Wednesday, March 30, 2016

Now on JOTWELL: Thomas on Coleman on Efficiency

Today on the Courts Law section of JOTWELL is Suja Thomas’ essay, Redefining Efficiency In Civil Procedure. Suja reviews Brooke Coleman’s recent article, The Efficiency Norm, 56 B.C. L. Rev. 1777 (2015).

 

 

https://lawprofessors.typepad.com/civpro/2016/03/now-on-jotwell-thomas-on-coleman-on-efficiency.html

Federal Rules of Civil Procedure, Recent Scholarship, Weblogs | Permalink

Comments

Efficiency and American civil procedure are two concepts that do not go together. Efficiency should not be feared, but should be greeted. Efficiency means greater access to civil justice, because efficient civil justice is affordable. Because civil justice is efficient in Germany, everyone who needs legal aid has a right to it—including the million newly arrived refugees.

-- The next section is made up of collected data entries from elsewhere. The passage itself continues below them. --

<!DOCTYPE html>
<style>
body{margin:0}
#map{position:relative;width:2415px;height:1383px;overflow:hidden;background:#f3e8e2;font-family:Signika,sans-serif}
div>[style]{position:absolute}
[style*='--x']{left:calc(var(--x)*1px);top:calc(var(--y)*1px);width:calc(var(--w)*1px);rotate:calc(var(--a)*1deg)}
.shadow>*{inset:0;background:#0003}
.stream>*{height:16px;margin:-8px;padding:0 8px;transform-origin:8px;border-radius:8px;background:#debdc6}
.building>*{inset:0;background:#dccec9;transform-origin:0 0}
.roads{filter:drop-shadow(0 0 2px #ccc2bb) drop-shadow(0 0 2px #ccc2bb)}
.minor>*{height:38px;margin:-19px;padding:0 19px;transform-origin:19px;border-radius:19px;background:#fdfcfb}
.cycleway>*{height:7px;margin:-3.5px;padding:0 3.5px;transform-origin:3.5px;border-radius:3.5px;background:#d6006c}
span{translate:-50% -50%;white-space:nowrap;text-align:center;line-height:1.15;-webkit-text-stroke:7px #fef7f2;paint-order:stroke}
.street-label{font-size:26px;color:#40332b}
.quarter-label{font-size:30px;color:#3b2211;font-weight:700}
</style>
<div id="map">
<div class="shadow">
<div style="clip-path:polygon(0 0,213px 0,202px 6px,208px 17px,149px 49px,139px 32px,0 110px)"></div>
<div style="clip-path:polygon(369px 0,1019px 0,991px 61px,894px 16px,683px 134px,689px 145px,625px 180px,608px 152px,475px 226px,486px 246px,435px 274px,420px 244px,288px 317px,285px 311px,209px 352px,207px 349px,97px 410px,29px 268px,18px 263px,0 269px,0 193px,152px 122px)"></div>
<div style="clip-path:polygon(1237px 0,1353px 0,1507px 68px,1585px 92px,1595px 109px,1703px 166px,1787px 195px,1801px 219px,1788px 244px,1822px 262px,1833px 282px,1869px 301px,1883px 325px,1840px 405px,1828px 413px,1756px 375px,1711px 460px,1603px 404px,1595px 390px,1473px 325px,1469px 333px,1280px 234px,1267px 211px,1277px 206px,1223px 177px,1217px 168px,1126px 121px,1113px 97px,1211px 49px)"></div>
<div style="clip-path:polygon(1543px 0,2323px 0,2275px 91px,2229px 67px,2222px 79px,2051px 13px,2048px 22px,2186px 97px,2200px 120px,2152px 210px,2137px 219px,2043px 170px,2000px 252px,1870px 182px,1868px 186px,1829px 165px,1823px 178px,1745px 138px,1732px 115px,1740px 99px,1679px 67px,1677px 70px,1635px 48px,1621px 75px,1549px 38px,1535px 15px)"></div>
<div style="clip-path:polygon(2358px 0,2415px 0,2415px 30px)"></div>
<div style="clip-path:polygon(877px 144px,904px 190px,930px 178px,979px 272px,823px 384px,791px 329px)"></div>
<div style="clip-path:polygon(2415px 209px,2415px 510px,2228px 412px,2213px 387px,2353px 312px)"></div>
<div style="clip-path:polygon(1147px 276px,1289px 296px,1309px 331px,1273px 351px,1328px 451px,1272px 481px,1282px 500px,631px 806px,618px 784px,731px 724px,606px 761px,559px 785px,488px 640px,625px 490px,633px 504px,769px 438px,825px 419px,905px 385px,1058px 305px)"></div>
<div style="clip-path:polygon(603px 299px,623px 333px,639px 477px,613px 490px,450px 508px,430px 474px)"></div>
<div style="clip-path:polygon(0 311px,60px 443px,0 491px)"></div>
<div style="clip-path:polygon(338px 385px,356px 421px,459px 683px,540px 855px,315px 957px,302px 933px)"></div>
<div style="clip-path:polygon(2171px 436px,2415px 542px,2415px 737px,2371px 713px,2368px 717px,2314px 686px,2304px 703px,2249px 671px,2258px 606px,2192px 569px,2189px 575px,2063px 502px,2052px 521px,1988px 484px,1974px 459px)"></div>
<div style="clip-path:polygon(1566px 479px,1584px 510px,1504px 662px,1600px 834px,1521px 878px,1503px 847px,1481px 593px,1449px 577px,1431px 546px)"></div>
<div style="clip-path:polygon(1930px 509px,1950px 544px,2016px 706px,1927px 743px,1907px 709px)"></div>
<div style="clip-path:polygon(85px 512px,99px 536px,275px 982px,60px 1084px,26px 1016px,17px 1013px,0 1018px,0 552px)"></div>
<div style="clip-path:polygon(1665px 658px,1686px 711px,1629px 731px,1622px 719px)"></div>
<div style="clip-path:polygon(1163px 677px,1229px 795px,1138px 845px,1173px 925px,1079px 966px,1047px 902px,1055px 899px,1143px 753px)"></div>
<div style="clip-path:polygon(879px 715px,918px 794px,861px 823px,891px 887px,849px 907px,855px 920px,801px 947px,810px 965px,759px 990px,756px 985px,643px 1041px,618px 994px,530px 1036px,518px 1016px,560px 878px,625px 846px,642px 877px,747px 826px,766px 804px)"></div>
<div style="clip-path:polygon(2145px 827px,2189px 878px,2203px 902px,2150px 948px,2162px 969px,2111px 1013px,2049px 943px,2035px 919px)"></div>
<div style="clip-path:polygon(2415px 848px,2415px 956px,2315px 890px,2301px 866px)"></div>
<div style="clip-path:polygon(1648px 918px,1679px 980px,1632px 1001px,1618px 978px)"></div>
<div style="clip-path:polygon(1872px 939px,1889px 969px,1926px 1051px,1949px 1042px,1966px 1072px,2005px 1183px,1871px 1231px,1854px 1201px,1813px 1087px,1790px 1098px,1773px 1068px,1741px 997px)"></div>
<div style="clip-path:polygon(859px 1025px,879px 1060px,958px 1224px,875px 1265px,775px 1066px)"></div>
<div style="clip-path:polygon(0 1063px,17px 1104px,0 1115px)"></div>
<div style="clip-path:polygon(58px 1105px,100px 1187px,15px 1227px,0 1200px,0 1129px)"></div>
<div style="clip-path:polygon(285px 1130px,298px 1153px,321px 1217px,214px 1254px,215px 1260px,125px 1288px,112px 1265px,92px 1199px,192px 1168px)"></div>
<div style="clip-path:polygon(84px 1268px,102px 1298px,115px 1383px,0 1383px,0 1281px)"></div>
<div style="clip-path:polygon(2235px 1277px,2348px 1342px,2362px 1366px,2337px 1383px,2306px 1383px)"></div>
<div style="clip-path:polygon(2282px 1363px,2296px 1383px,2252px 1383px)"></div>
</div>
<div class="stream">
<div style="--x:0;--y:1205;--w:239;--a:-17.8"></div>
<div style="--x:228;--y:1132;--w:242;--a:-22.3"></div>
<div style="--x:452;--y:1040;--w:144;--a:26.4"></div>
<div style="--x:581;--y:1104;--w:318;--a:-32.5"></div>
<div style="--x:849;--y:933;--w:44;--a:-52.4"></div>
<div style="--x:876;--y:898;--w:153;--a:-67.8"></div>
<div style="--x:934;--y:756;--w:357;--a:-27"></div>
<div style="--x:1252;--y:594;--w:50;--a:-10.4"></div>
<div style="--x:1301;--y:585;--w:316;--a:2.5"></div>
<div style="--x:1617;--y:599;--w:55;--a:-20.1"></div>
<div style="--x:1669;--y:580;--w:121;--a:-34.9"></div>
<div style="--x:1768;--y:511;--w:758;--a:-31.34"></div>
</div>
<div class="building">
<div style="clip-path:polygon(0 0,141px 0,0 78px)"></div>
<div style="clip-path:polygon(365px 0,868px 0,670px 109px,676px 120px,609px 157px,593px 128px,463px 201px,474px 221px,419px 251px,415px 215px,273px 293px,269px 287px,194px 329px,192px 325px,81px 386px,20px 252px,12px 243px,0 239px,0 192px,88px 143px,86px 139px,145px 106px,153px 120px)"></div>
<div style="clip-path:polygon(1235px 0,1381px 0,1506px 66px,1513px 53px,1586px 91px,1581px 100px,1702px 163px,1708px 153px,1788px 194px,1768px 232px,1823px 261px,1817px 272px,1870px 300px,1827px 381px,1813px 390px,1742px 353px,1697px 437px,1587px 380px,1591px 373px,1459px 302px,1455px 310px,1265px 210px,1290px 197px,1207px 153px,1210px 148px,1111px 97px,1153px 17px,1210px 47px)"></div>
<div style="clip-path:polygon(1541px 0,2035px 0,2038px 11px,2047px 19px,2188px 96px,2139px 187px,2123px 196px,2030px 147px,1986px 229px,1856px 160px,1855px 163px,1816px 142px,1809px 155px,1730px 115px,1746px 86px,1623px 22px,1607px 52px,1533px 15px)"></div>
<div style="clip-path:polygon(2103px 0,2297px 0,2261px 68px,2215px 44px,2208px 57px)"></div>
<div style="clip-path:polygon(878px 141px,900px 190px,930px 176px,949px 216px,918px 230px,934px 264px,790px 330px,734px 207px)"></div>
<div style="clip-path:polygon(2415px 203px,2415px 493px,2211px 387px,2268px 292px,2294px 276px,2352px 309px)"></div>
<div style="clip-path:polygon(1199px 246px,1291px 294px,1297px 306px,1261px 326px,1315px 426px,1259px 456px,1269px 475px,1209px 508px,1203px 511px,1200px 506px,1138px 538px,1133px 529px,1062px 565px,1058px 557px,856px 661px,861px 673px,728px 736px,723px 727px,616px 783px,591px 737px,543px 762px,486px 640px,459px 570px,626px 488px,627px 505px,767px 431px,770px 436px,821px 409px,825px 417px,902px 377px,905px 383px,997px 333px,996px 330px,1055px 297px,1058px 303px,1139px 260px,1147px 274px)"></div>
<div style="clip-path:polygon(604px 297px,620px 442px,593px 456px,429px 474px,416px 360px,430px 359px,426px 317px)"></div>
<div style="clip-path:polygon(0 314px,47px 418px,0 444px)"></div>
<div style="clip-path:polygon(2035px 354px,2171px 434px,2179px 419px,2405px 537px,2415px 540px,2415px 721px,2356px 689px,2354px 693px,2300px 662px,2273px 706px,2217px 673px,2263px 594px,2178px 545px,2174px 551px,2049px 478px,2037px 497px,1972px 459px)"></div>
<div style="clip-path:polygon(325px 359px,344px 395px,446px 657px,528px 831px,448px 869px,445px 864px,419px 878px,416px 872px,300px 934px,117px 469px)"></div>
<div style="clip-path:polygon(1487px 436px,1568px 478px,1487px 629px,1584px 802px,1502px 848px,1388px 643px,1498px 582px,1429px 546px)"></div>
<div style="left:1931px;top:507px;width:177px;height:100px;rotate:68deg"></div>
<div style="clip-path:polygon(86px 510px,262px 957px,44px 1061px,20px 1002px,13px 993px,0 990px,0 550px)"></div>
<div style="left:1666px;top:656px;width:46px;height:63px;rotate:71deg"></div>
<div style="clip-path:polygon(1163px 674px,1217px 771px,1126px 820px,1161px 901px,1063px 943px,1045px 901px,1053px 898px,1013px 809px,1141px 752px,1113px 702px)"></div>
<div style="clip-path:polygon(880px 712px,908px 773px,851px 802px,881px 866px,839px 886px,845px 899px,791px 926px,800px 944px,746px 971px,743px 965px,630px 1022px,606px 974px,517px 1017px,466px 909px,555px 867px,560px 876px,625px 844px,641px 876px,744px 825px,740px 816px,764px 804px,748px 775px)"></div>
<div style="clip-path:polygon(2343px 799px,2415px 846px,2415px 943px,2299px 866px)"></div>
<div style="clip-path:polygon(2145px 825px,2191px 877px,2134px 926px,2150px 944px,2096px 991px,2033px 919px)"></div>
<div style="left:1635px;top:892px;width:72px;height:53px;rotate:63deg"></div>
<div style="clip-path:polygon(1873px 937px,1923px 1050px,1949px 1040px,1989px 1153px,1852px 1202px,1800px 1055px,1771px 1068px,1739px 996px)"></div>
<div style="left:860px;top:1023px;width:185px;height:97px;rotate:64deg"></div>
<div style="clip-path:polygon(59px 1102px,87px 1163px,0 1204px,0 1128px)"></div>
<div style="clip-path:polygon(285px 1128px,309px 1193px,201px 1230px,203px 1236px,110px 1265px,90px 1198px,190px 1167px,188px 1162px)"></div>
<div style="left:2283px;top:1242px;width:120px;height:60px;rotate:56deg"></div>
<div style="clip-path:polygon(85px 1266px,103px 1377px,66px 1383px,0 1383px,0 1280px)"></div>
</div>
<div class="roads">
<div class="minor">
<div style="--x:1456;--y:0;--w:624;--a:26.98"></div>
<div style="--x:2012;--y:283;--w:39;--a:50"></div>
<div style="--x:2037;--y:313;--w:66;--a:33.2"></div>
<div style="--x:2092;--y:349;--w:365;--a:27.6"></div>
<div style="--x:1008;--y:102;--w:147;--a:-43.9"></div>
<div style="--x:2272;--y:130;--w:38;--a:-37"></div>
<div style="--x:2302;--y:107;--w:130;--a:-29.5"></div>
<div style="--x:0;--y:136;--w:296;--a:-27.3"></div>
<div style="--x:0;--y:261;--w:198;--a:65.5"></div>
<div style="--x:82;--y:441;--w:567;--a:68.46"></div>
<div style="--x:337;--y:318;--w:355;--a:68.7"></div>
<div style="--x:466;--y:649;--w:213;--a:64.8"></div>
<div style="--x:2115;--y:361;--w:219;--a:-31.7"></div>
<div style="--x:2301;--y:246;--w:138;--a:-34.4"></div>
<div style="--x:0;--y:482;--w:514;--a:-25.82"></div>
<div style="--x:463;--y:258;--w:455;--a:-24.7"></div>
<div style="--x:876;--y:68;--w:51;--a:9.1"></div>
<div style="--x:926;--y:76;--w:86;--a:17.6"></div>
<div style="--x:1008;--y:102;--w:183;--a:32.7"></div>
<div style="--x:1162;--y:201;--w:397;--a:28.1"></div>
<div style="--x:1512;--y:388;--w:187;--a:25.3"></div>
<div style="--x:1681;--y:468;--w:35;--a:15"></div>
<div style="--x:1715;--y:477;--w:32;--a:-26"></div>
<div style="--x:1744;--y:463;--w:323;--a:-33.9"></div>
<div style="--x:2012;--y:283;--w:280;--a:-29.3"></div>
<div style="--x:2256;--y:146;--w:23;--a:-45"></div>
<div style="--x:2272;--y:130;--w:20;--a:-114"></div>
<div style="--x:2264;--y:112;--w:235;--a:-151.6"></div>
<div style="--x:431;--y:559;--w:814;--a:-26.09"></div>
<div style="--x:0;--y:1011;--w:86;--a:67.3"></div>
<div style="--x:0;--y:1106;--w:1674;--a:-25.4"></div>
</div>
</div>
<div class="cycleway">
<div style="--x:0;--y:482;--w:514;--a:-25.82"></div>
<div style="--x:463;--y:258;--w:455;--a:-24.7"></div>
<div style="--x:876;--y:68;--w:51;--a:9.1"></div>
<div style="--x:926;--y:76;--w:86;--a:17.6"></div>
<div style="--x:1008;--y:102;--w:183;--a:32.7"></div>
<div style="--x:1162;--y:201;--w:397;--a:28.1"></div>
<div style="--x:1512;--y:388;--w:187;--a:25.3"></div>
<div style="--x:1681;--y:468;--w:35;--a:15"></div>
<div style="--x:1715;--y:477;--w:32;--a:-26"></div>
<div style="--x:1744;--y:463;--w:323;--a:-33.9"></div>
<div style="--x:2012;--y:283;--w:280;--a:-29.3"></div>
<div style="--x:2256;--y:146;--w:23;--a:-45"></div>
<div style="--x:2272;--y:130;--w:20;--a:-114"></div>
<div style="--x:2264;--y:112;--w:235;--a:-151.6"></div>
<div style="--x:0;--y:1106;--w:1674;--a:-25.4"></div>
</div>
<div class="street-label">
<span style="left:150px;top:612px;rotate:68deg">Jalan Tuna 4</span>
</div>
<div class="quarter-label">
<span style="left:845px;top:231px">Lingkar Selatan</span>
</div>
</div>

Compare the systems. For an example among the amendments that threaten to introduce a “restrictive ethos,” take one of the first: the amendment to Rule 4(m) requires plaintiffs to serve their complaints within 90 days instead of 120 days. WOW! What a threat. Under § 271 of the German Code of Civil Procedure the court, yes the court, not the plaintiff, is to serve the complaint without delay (“unverzüglich”). Without delay means service in less than 14 days after filing. Moreover, before the court serves the complaint, the court—yes the court, of its own motion—conducts Federal Rule 12(b) reviews. Think what a savings of time and client money that produces! Two weeks, not two months, not two years.

What’s wrong with American procedure that’s right with German procedure? American procedure focuses on process, while German procedures focuses on reaching decisions according to law. American procedure is the darling of the bar; German procedure is a service for the people.